• WHAT YOU ARE ASKED TO DO:
Collect every line below that contains the word "JSON".

-------- DATA EXTRACTS

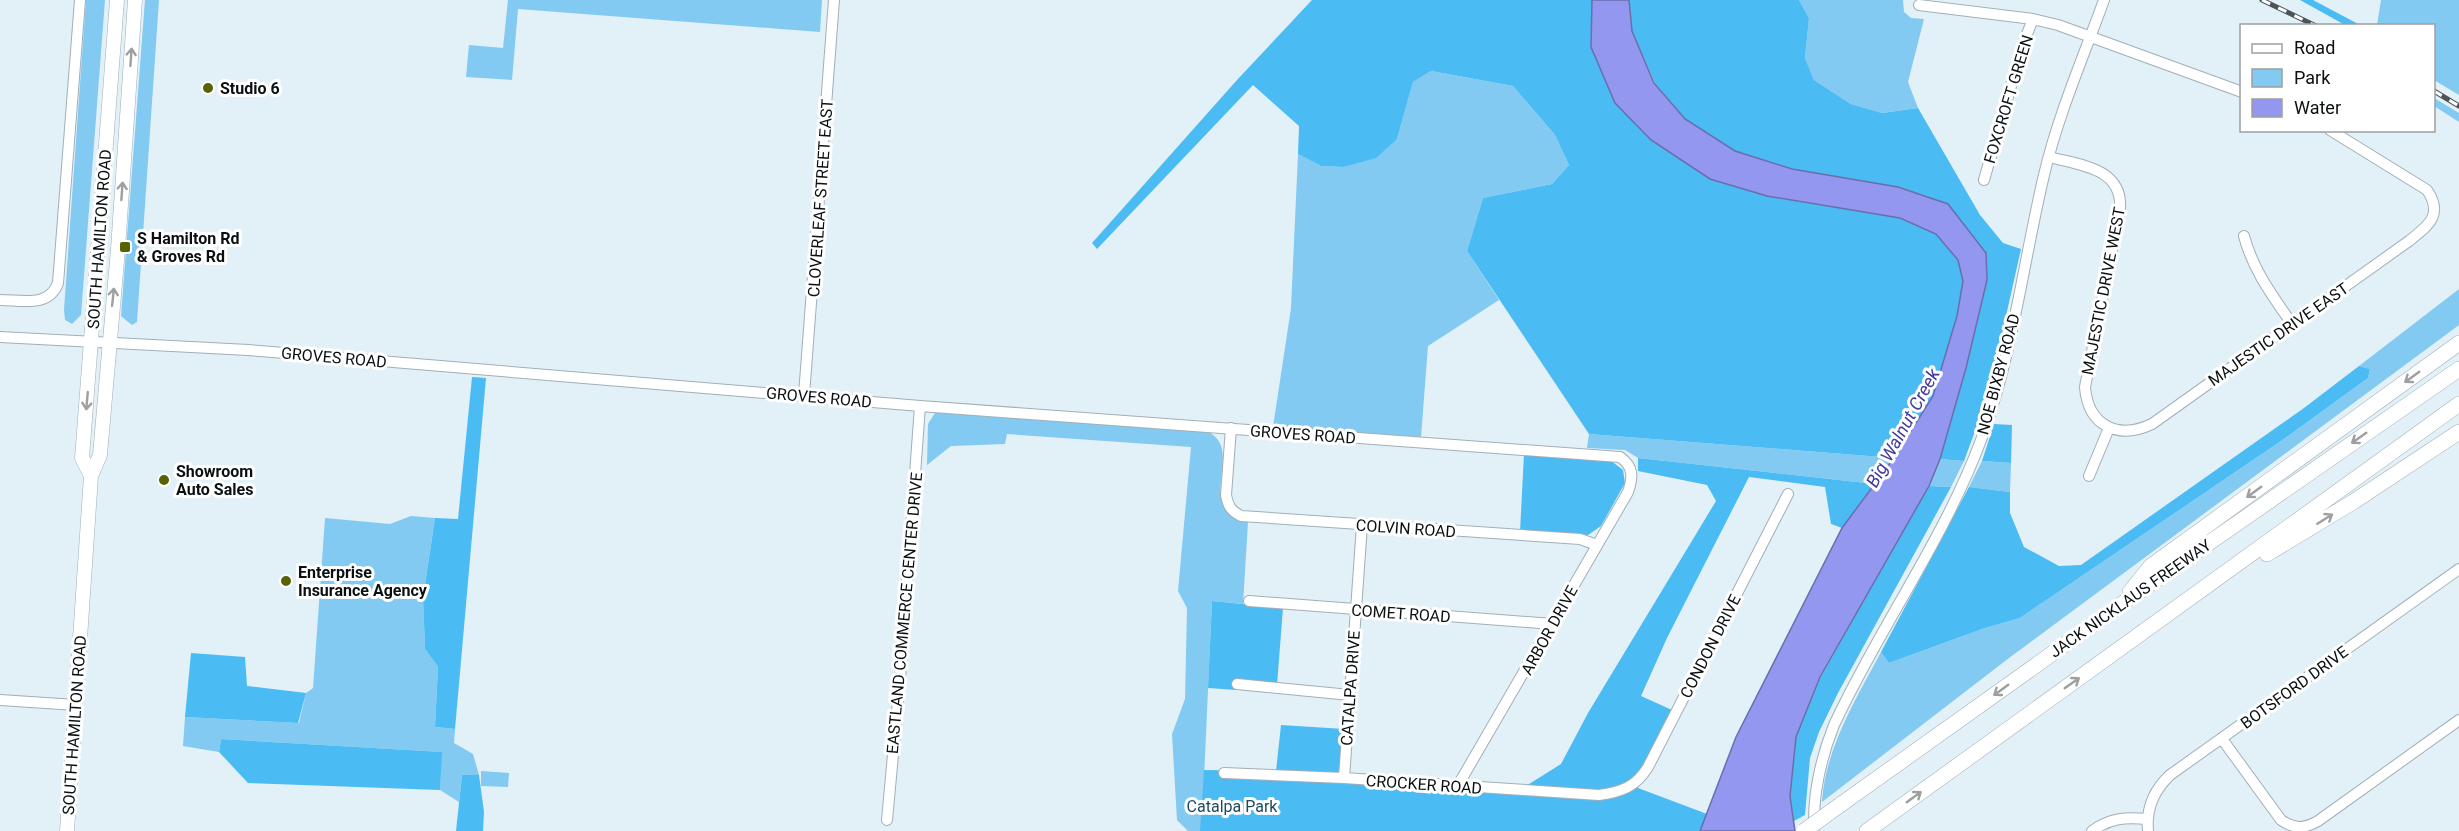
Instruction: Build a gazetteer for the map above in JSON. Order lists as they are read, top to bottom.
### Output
{
  "streets": {
    "highway": ["JACK NICKLAUS FREEWAY"],
    "main road": ["SOUTH HAMILTON ROAD"],
    "street": [
      "FOXCROFT GREEN",
      "CLOVERLEAF STREET EAST",
      "MAJESTIC DRIVE WEST",
      "MAJESTIC DRIVE EAST",
      "GROVES ROAD",
      "NOE BIXBY ROAD",
      "COLVIN ROAD",
      "EASTLAND COMMERCE CENTER DRIVE",
      "COMET ROAD",
      "ARBOR DRIVE",
      "CONDON DRIVE",
      "BOTSFORD DRIVE",
      "CATALPA DRIVE",
      "CROCKER ROAD"
    ]
  },
  "crossings": [
    ["CLOVERLEAF STREET EAST", "GROVES ROAD"],
    ["SOUTH HAMILTON ROAD", "GROVES ROAD"],
    ["MAJESTIC DRIVE WEST", "MAJESTIC DRIVE EAST"],
    ["MAJESTIC DRIVE WEST", "NOE BIXBY ROAD"],
    ["GROVES ROAD", "COLVIN ROAD"],
    ["GROVES ROAD", "EASTLAND COMMERCE CENTER DRIVE"],
    ["GROVES ROAD", "ARBOR DRIVE"],
    ["COLVIN ROAD", "ARBOR DRIVE"],
    ["COLVIN ROAD", "CATALPA DRIVE"],
    ["COMET ROAD", "ARBOR DRIVE"],
    ["COMET ROAD", "CATALPA DRIVE"],
    ["ARBOR DRIVE", "CROCKER ROAD"],
    ["CONDON DRIVE", "CROCKER ROAD"],
    ["CATALPA DRIVE", "CROCKER ROAD"]
  ],
  "water": ["Big Walnut Creek"],
  "parks": ["Catalpa Park"],
  "places": {
    "other": ["Studio 6", "Showroom Auto Sales", "Enterprise Insurance Agency"],
    "transit": ["S Hamilton Rd & Groves Rd"]
  },
  "legend": ["Road", "Park", "Water"]
}
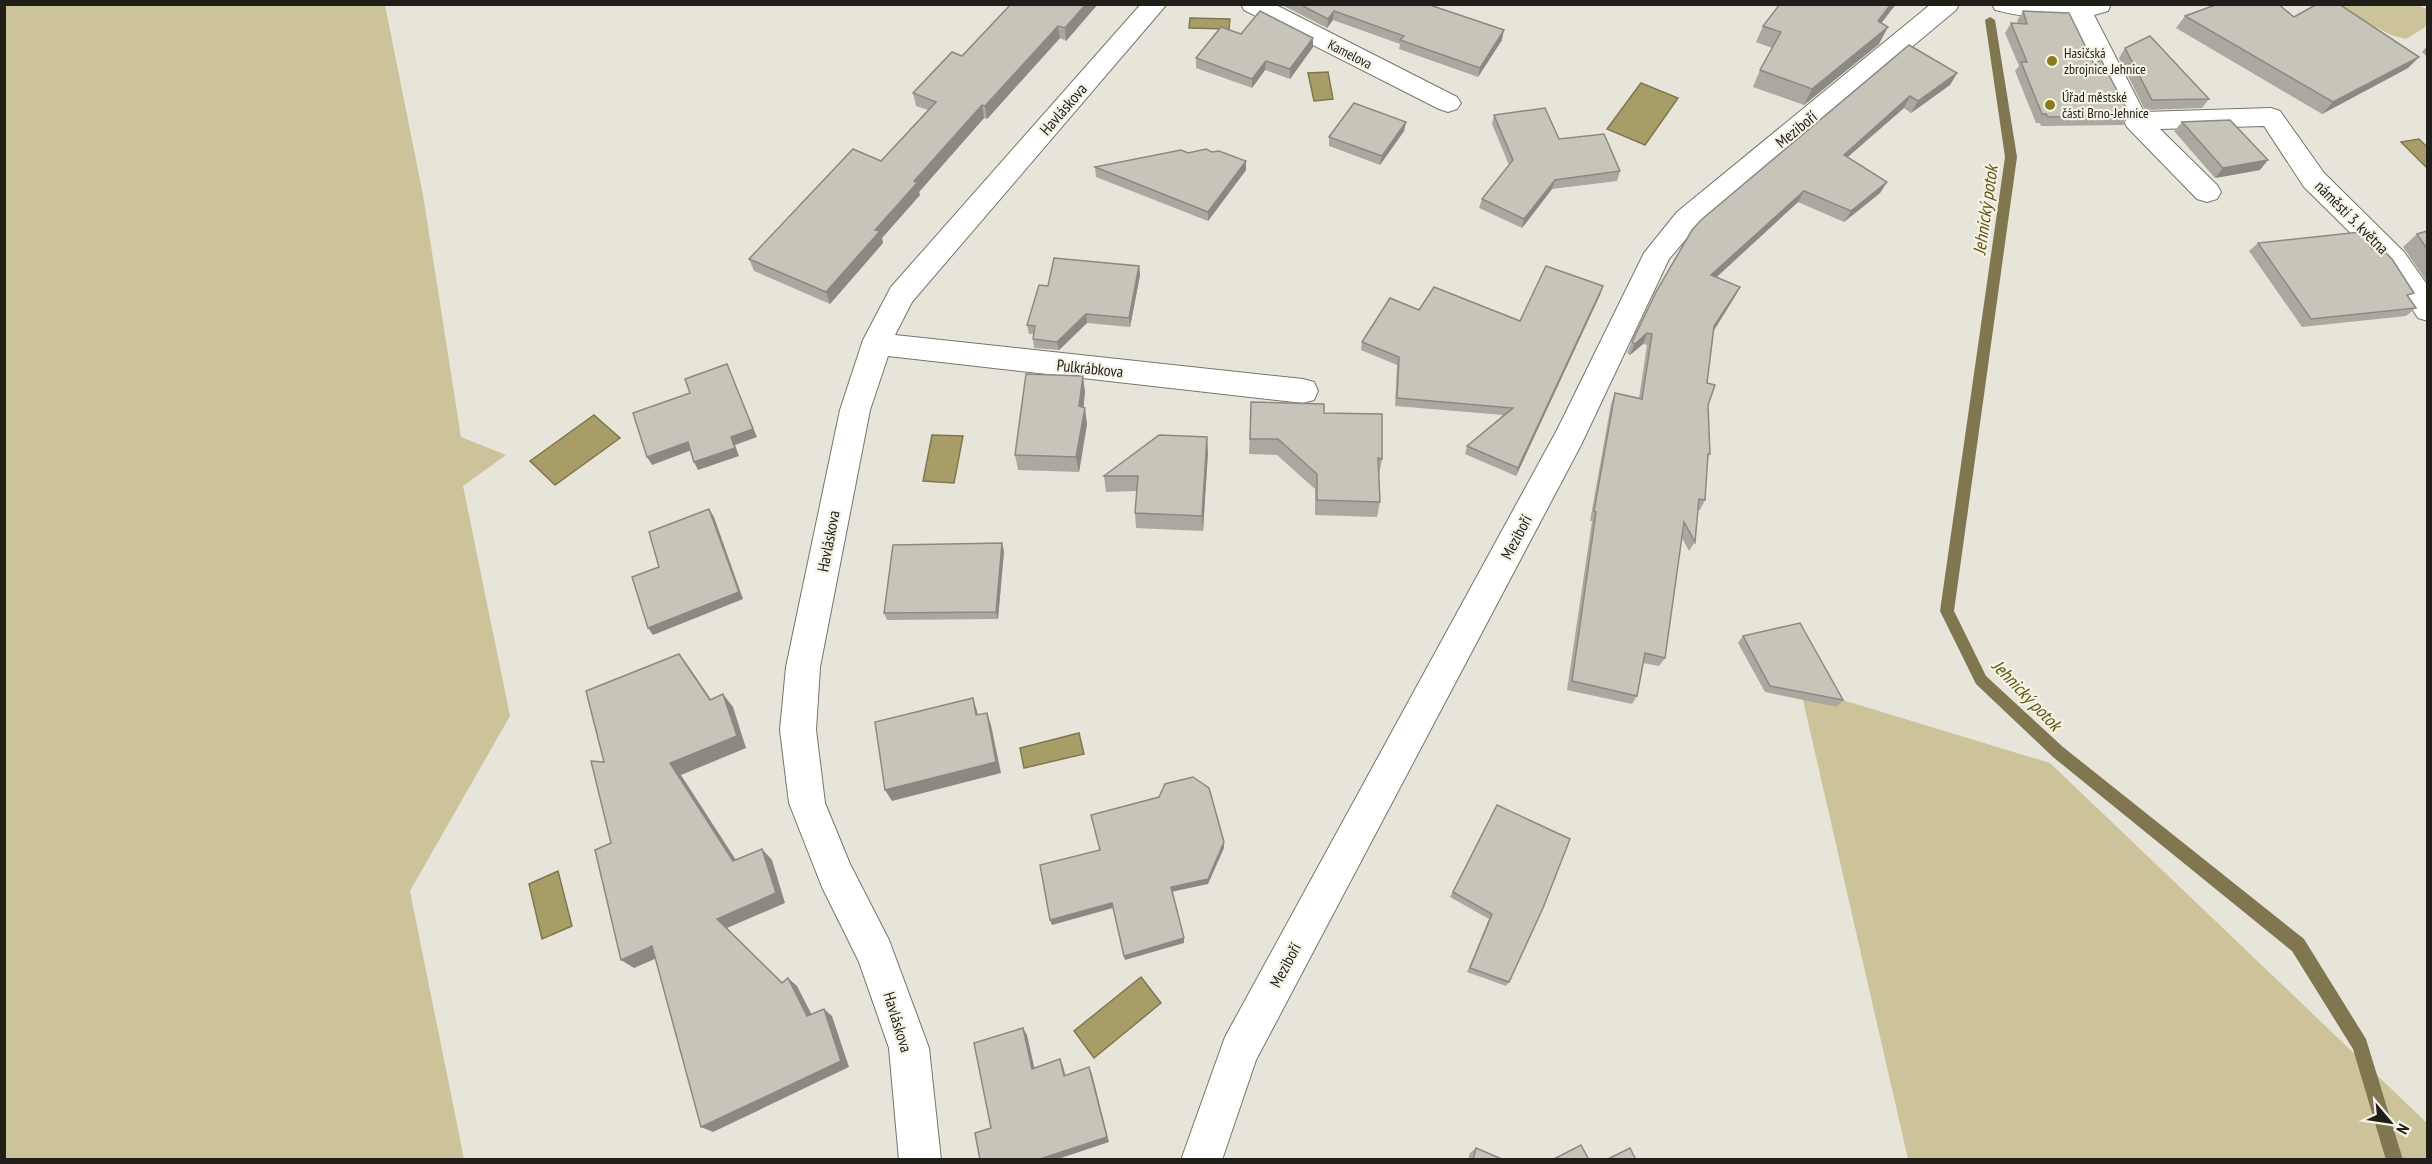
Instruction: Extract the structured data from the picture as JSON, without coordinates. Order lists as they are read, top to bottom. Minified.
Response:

----------------

• ANSWER:
Instruction: Build a gazetteer for the map above in JSON. Order lists as they are read, top to bottom.
Instruction: Extract the structured data from the picture as JSON, without coordinates. Order lists as they are read, top to bottom. Minified.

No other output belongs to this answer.